In the first two articles in this series, Incremental Loads with Change Data Capture – Enabling Change Data Capture and Incremental Loads with Change Data Capture – Detecting Changes, I outlined the steps required to enable change data capture (CDC) and then how to use CDC to detect data changes. In the final article of this series, I will outline the steps required to build a SQL Server Integration Package that uses the change data to build a Slowly Changing Dimension (SCD).
Stored Procedure
First to begin, let’s create a stored procedure that will act as the source for our change data.
IF(OBJECT_ID('dbo.ChangeDetection_Customer')) IS NOT NULL
DROP PROC dbo.ChangeDetection_Customer
GO
CREATE PROC dbo.ChangeDetection_Customer
AS
DECLARE
@fromDateTime datetime,
@toDateTime datetime;
SELECT
@fromDateTime = LastChangeTime
FROM dbo.ChangeTables
WHERE
TableName = 'Customers'
--Obtain the high point using the get max lsn function
@toDateTime = sys.fn_cdc_map_lsn_to_time(sys.fn_cdc_get_max_lsn())
--select change data using wrapper function
SELECT *
FROM dbo.fn_net_changes_dbo_Customers(@fromDateTime, @toDateTime, 'all with mask')
--update lastchange time
UPDATE dbo.ChangeTables
SET
LastChangeTime = @toDateTime
The stored procedure leverages a wrapper function (dbo.fn_net_changes_dbo_Customers). This function is the source of the change data and was created in Article 2. A few changes were made to the function. In the next section I will explain the changes.
Wrapper Function
The wrapper function requires three parameters. The first two, start_time and end_time are obvious. The third on the other hand is not quite as obvious. It accepts three possible values:
1. All – returns the final content of a changed row and the change operations
2. All with mask – returns the same thing as all, except if and update flag list was specified when the wrapper was used to generate the funtion. In that case, this value is required to populate the update mask.

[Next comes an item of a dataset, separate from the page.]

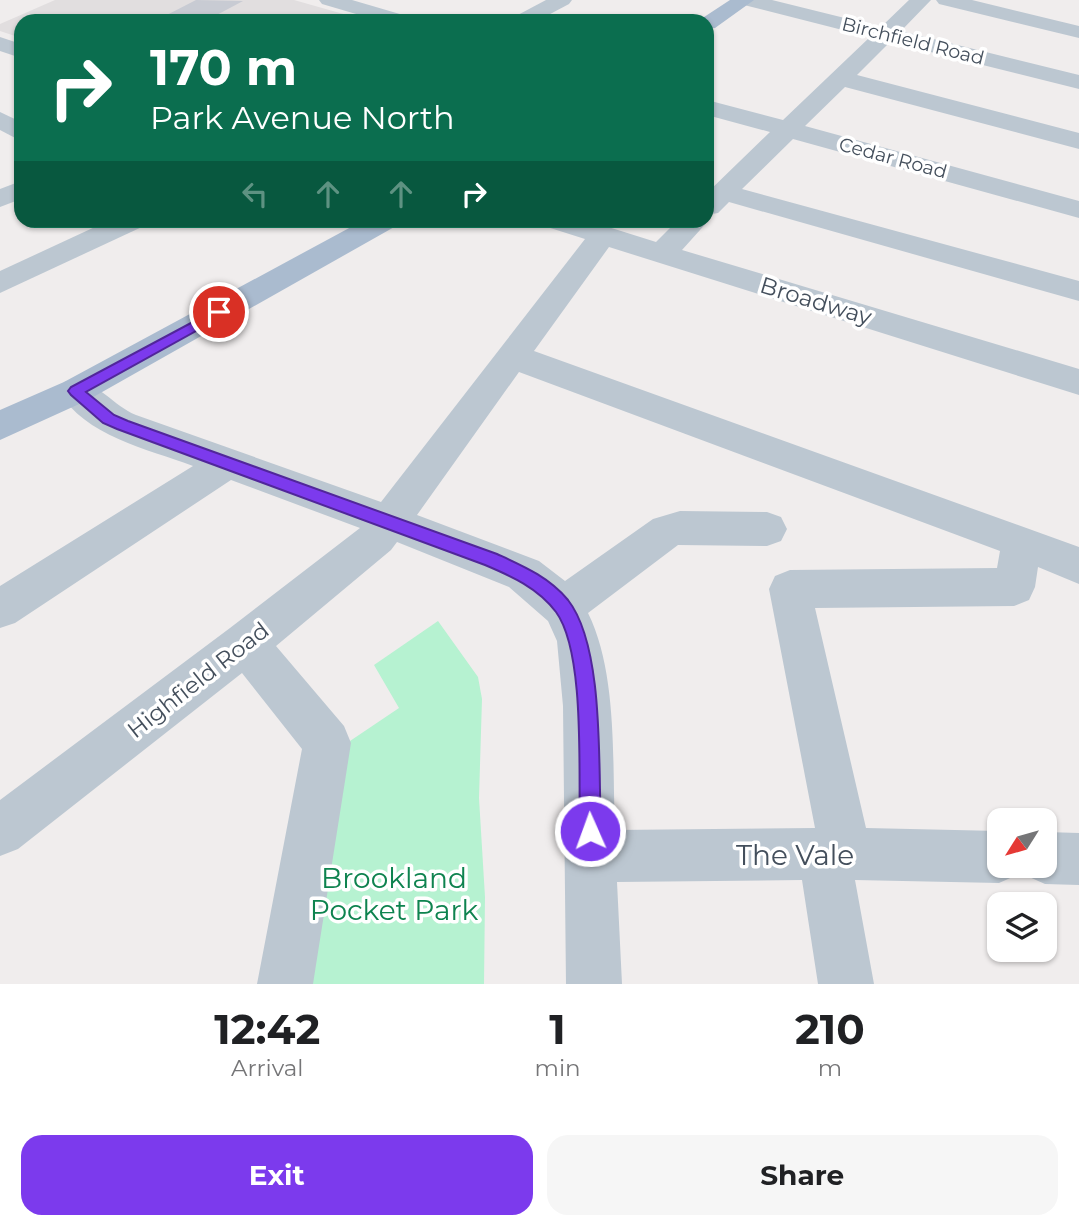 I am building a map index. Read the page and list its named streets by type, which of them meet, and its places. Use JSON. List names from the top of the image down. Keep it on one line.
{"streets":{"street":["Birchfield Road","Cedar Road","Broadway","Highfield Road","The Vale"]},"crossings":[["Broadway","Highfield Road"]],"parks":["Brookland Pocket Park"],"north":"bottom left","page":{"turn":["170 m","Park Avenue North"],"eta":["12:42","Arrival","1","min","210","m"],"buttons":["Exit","Share"]}}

3. All with merge – Returns all of the final content, but the change operations is limited to D (all deletes) and M (inserts and updates).
When I ran the function I did not supply a list, therefore an update column will not be included with my return list. So how am I going to detect column level changes.

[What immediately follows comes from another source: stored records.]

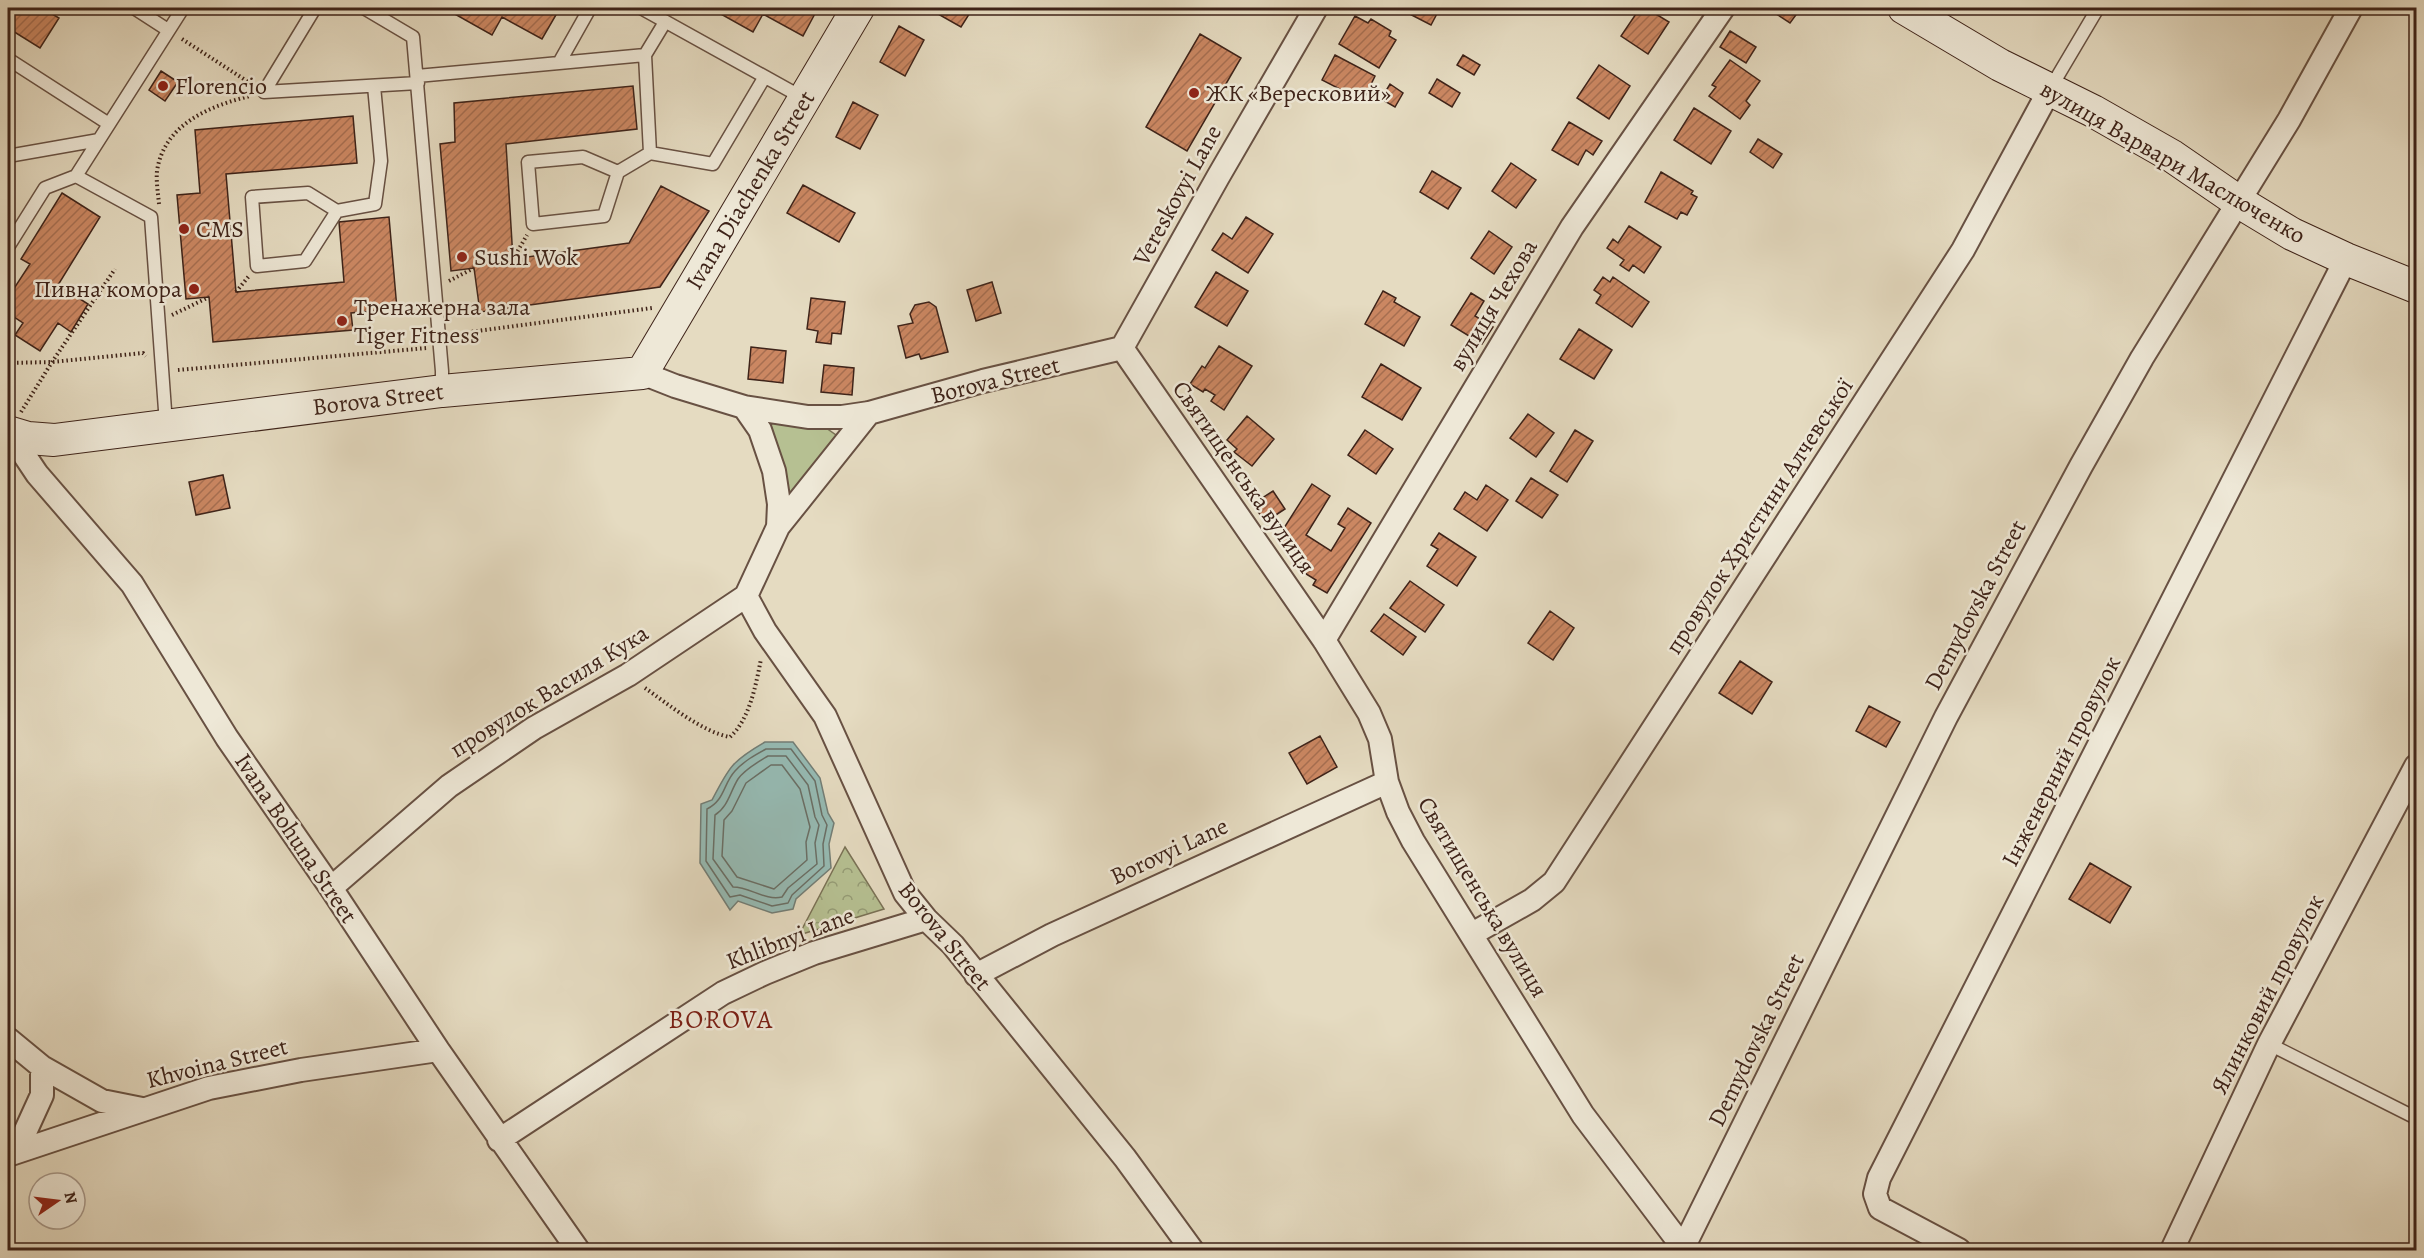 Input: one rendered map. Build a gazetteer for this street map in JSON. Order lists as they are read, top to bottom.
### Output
{
  "streets": {
    "street": [
      "вулиця Варвари Маслюченко",
      "Ivana Diachenka Street",
      "Vereskovyi Lane",
      "вулиця Чехова",
      "Borova Street",
      "Святищенська вулиця",
      "провулок Христини Алчевської",
      "Demydovska Street",
      "провулок Василя Кука",
      "Інженерний провулок",
      "Ivana Bohuna Street",
      "Borovyi Lane",
      "Khlibnyi Lane",
      "Ялинковий провулок",
      "Khvoina Street"
    ]
  },
  "crossings": [
    ["вулиця Варвари Маслюченко", "провулок Христини Алчевської"],
    ["вулиця Варвари Маслюченко", "Demydovska Street"],
    ["вулиця Варвари Маслюченко", "Інженерний провулок"],
    ["Ivana Diachenka Street", "Borova Street"],
    ["Vereskovyi Lane", "Borova Street"],
    ["Vereskovyi Lane", "Святищенська вулиця"],
    ["вулиця Чехова", "Святищенська вулиця"],
    ["Borova Street", "Святищенська вулиця"],
    ["Borova Street", "провулок Василя Кука"],
    ["Borova Street", "Ivana Bohuna Street"],
    ["Borova Street", "Borovyi Lane"],
    ["Borova Street", "Khlibnyi Lane"],
    ["Святищенська вулиця", "провулок Христини Алчевської"],
    ["Святищенська вулиця", "Demydovska Street"],
    ["Святищенська вулиця", "Borovyi Lane"],
    ["провулок Василя Кука", "Ivana Bohuna Street"],
    ["Ivana Bohuna Street", "Khlibnyi Lane"],
    ["Ivana Bohuna Street", "Khvoina Street"]
  ],
  "districts": ["BOROVA"],
  "places": [
    "Florencio",
    "ЖК «Вересковий»",
    "CMS",
    "Sushi Wok",
    "Пивна комора",
    "Тренажерна зала Tiger Fitness"
  ],
  "north": "right"
}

When I first started working with CDC and building this process I did include an update list, but I found that it added unneccessary complexity to the process, which I will explain later. As a result, I decided to generate the wrapper function without the parameter and then modify it to accommodate my needs. The following is a snippet of the function that was generated using the wrapper.
select
[CustomerID],
[FirstName],
[LastName],
[CompanyName], [ZipCode],
case [__$operation]
when 1 then 'D'
when 2 then 'I'
when 3 then 'UO'
when 4 then 'UN'
when 5 then 'M'
else null
end as [__CDC_OPERATION] ,
case
when sys.fn_cdc_is_bit_set(4,__$update_mask) = 1
then 1
else 0
end hasChanged
from [cdc].[fn_cdc_get_net_changes_dbo_Customers](@from_lsn, @to_lsn, @row_filter_option)

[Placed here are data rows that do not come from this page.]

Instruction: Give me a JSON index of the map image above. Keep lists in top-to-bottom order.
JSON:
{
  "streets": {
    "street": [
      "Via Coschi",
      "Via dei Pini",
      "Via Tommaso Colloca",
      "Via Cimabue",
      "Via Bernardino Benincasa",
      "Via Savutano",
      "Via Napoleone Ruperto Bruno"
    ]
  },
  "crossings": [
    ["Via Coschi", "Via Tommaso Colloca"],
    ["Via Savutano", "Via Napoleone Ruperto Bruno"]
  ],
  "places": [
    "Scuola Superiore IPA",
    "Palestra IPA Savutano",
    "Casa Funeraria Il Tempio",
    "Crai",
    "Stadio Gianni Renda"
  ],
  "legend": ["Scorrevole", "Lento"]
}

I just want to highlight one thing here. Instead of allowing the wrapper to create an update column for each column that I want to specifically track changes on, I used the sys.fn_cdc_is_bit_set scalar function. This function indicates whether a captured column has been changed. It accomplishes this by checking whether the ordinal position of the column is included within a bitmask. The function accepts two parameters, the ordinal position of the column and a bit mask. The bit mask is returned as part of the result set of the wrapper function and you can obtain the ordinal position of the column by using the sys.fn_cdc_get_column_ordinal scalar function. If a change has occurred a 1 is returned, if not a zero is returned.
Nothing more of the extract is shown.